Nella ‘cameretta portiana’, forse già nel 1816, incontrò Alessandro Manzoni, di cui sarebbe divenuto negli anni uno dei più intimi amici e vicini collaboratori.

Conseguita la laurea il 14 agosto del 1819, si dedicò per un breve periodo alla pratica dell’avvocatura, ma nel 1821 abbracciò la professione di insegnante, quale maestro di lingua italiana in una classe superiore della scuola elementare maggiore di piazza Mercanti, diretta da Francesco Cherubini; cinque anni dopo, quando fu nominato maestro effettivo, ebbe l’incarico di insegnare anche la geografia. La buona fama presto guadagnata gli permise di affiancare all’insegnamento il lavoro di istitutore privato: nel 1828 Grossi lo presentò a Teresa Stampa, vedova del conte Decio Stampa, perché si occupasse dell’educazione del figlio di lei, Stefano. Quest’ultimo fu per Rossari, che restò celibe tutta la vita, un figlio e un amico e, quando nel 1837 Teresa sposò Alessandro Manzoni, la sua presenza in via del Morone divenne pressoché quotidiana.

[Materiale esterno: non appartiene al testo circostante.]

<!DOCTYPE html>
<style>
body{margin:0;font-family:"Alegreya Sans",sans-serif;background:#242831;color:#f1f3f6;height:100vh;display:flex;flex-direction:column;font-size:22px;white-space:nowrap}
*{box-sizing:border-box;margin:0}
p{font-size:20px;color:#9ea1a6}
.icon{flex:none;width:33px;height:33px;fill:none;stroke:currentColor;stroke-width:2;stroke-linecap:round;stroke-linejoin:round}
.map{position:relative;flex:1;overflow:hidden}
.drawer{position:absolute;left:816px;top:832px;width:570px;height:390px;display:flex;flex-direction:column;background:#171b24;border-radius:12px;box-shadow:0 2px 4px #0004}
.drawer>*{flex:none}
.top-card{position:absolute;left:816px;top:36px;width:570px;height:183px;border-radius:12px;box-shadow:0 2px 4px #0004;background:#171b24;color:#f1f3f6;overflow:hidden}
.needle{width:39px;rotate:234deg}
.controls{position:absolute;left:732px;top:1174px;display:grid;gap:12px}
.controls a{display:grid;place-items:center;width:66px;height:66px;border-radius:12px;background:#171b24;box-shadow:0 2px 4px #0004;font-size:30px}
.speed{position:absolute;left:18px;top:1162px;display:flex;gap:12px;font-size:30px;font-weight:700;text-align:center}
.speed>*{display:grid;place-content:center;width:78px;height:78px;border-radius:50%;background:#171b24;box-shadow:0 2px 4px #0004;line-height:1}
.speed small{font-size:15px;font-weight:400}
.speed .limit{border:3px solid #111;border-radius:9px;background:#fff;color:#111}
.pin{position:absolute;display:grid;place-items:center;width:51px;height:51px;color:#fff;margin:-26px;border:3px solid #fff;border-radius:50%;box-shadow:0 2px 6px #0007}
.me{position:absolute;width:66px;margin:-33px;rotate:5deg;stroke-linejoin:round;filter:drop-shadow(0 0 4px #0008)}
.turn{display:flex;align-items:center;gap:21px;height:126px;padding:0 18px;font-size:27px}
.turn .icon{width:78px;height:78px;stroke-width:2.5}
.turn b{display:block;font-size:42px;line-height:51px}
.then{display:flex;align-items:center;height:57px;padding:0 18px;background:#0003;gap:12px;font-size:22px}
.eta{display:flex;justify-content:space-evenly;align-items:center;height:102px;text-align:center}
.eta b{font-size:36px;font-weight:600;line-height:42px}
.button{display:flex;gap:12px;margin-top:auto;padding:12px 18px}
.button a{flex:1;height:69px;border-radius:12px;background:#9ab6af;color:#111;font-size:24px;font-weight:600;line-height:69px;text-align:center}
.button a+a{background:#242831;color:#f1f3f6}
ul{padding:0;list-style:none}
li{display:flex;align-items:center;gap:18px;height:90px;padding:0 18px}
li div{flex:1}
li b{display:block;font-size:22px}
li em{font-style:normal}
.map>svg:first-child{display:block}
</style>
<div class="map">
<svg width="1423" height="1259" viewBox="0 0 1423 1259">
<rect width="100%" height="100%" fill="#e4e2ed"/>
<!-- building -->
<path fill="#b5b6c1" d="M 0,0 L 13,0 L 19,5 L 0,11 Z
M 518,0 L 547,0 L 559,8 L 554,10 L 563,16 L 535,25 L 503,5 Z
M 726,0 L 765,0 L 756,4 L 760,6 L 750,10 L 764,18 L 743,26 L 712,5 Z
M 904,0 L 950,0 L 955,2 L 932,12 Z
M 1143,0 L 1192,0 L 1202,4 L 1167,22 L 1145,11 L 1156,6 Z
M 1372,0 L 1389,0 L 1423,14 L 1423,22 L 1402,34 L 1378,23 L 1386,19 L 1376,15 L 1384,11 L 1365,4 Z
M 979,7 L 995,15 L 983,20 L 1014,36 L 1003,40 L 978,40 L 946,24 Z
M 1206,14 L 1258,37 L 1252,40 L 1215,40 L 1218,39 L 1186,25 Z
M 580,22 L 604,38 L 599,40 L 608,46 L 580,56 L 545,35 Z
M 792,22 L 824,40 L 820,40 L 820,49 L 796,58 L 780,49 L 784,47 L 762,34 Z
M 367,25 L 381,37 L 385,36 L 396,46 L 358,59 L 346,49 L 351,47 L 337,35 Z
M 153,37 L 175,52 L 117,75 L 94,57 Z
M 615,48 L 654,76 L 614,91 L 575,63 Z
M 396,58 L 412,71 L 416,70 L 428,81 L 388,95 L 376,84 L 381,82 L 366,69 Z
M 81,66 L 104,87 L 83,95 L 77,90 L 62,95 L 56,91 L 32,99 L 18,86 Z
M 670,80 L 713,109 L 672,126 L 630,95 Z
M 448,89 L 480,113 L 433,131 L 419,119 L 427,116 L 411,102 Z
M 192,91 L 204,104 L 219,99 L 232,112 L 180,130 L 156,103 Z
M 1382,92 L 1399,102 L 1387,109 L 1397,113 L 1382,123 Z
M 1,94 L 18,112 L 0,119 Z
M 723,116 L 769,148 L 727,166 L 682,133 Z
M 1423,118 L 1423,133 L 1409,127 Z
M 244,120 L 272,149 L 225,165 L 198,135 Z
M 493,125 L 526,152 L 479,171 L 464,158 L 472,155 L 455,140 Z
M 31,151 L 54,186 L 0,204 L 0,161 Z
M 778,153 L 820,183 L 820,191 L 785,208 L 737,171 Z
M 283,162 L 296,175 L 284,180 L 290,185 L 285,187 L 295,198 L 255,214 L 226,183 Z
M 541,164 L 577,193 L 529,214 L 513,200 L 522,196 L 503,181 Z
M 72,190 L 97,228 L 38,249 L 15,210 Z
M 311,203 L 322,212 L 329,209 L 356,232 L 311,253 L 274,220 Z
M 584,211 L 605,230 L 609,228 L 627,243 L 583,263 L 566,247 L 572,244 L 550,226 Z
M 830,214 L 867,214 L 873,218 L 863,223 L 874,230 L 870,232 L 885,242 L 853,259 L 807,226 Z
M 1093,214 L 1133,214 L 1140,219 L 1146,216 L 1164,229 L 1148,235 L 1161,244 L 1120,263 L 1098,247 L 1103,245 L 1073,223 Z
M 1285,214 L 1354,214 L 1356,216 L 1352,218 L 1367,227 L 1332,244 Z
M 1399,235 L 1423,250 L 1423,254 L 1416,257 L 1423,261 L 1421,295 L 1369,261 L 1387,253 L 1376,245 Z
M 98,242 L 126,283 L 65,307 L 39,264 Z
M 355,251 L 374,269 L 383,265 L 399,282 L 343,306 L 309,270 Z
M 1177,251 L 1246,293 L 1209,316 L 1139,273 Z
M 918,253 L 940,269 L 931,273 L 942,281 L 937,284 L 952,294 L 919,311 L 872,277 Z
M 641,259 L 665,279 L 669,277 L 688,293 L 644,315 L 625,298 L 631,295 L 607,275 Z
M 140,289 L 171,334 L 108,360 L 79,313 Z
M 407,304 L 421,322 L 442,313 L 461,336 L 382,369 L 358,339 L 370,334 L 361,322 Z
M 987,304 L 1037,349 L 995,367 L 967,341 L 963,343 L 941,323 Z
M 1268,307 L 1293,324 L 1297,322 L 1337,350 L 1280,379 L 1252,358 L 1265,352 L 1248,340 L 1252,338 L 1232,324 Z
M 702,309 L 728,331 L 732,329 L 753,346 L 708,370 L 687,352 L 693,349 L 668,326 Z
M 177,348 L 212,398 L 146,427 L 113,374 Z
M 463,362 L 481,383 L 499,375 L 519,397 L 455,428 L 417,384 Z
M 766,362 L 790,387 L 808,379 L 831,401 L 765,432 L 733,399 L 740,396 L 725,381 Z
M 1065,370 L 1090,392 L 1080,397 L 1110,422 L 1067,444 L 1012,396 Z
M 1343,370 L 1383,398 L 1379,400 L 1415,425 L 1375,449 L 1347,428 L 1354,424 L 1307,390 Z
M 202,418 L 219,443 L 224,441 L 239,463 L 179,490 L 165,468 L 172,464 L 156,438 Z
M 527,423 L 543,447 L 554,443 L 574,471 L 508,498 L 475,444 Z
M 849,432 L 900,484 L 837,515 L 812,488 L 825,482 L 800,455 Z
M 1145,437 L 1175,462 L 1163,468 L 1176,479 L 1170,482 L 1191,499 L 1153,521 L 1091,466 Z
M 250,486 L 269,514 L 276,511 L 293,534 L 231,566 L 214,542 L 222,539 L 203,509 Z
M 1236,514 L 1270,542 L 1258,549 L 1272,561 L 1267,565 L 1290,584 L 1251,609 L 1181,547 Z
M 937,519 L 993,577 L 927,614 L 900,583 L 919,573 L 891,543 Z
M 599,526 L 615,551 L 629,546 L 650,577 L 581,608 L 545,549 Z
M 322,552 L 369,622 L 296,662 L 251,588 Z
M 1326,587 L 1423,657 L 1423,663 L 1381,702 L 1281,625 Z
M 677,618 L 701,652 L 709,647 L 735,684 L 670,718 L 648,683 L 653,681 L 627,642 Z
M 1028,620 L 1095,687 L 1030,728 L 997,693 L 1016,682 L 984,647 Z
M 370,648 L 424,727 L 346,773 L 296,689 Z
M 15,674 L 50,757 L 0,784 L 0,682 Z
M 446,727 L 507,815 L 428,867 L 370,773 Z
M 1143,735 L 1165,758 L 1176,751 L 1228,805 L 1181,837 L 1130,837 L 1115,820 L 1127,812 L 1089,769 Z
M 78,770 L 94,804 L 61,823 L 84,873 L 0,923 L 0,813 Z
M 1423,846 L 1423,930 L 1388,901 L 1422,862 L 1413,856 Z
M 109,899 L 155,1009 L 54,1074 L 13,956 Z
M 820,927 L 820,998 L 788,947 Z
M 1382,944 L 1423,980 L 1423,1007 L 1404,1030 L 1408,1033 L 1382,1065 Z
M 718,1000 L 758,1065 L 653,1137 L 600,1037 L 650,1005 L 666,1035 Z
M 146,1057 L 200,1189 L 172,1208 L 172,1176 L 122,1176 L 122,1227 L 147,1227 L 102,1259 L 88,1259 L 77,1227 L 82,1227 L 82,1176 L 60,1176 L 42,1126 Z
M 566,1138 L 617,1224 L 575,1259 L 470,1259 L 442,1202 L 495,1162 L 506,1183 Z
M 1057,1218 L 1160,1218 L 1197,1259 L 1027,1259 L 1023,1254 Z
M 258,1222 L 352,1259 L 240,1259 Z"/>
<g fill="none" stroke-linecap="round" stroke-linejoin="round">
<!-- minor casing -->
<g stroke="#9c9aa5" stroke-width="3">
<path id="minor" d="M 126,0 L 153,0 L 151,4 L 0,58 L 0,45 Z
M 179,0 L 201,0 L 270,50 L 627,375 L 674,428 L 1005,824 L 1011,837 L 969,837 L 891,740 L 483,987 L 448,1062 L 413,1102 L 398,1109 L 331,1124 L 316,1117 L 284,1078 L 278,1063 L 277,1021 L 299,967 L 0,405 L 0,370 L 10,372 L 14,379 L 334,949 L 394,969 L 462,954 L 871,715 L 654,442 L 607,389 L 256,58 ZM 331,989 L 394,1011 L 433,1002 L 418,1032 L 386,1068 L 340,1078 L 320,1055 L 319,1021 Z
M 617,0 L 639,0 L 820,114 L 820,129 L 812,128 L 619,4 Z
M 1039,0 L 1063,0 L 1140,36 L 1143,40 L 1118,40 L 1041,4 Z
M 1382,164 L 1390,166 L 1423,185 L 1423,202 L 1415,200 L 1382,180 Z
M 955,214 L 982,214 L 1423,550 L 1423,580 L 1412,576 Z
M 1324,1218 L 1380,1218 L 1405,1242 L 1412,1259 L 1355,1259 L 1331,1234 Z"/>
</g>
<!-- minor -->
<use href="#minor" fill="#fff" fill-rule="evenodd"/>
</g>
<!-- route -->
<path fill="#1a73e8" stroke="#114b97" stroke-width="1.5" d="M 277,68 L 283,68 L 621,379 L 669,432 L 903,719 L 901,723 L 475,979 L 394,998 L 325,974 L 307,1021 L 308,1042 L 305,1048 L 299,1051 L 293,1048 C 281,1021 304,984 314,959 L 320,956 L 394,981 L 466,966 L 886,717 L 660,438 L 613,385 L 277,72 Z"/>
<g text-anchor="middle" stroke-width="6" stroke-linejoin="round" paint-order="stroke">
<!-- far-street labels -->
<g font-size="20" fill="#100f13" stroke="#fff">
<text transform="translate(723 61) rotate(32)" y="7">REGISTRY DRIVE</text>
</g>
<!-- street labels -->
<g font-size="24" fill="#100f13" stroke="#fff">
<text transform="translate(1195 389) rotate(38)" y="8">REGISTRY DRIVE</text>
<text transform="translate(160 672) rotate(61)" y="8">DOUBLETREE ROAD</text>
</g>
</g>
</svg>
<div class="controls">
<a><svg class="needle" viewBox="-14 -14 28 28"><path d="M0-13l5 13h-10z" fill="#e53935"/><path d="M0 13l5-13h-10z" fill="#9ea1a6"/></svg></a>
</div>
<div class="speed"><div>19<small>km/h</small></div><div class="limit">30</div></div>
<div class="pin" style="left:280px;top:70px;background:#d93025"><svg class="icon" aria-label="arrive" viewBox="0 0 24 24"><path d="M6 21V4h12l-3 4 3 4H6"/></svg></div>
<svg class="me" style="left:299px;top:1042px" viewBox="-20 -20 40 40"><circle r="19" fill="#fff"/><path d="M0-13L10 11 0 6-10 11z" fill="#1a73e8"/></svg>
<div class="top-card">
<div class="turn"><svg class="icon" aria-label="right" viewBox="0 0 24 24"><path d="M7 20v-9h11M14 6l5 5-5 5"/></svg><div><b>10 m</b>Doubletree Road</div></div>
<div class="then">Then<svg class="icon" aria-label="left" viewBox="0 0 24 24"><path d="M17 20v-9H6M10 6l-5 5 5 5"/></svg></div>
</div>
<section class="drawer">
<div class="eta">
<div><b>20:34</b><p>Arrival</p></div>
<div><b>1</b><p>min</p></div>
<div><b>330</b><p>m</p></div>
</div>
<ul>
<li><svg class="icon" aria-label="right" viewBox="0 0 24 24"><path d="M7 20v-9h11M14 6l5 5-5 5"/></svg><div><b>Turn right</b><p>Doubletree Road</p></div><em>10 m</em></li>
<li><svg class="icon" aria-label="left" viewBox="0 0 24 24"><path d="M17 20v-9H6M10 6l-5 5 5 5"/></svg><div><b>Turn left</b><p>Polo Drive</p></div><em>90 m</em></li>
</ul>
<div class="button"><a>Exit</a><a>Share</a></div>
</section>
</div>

Dell’attività poetica, che considerò amatoriale e restrinse alla cerchia degli amici, non restano molte testimonianze: la maggior parte dei testi superstiti si trova in ciò che resta dell’epistolario, in special modo nella corrispondenza con Grossi. Si tratta prevalentemente di componimenti giocosi, dall’impianto narrativo, in dialetto e più spesso in lingua, che rivelano una sorprendente facilità compositiva; la varietà di metro si accompagna a un lessico dal ventaglio ampio, alla costante ricerca della naturalezza espressiva.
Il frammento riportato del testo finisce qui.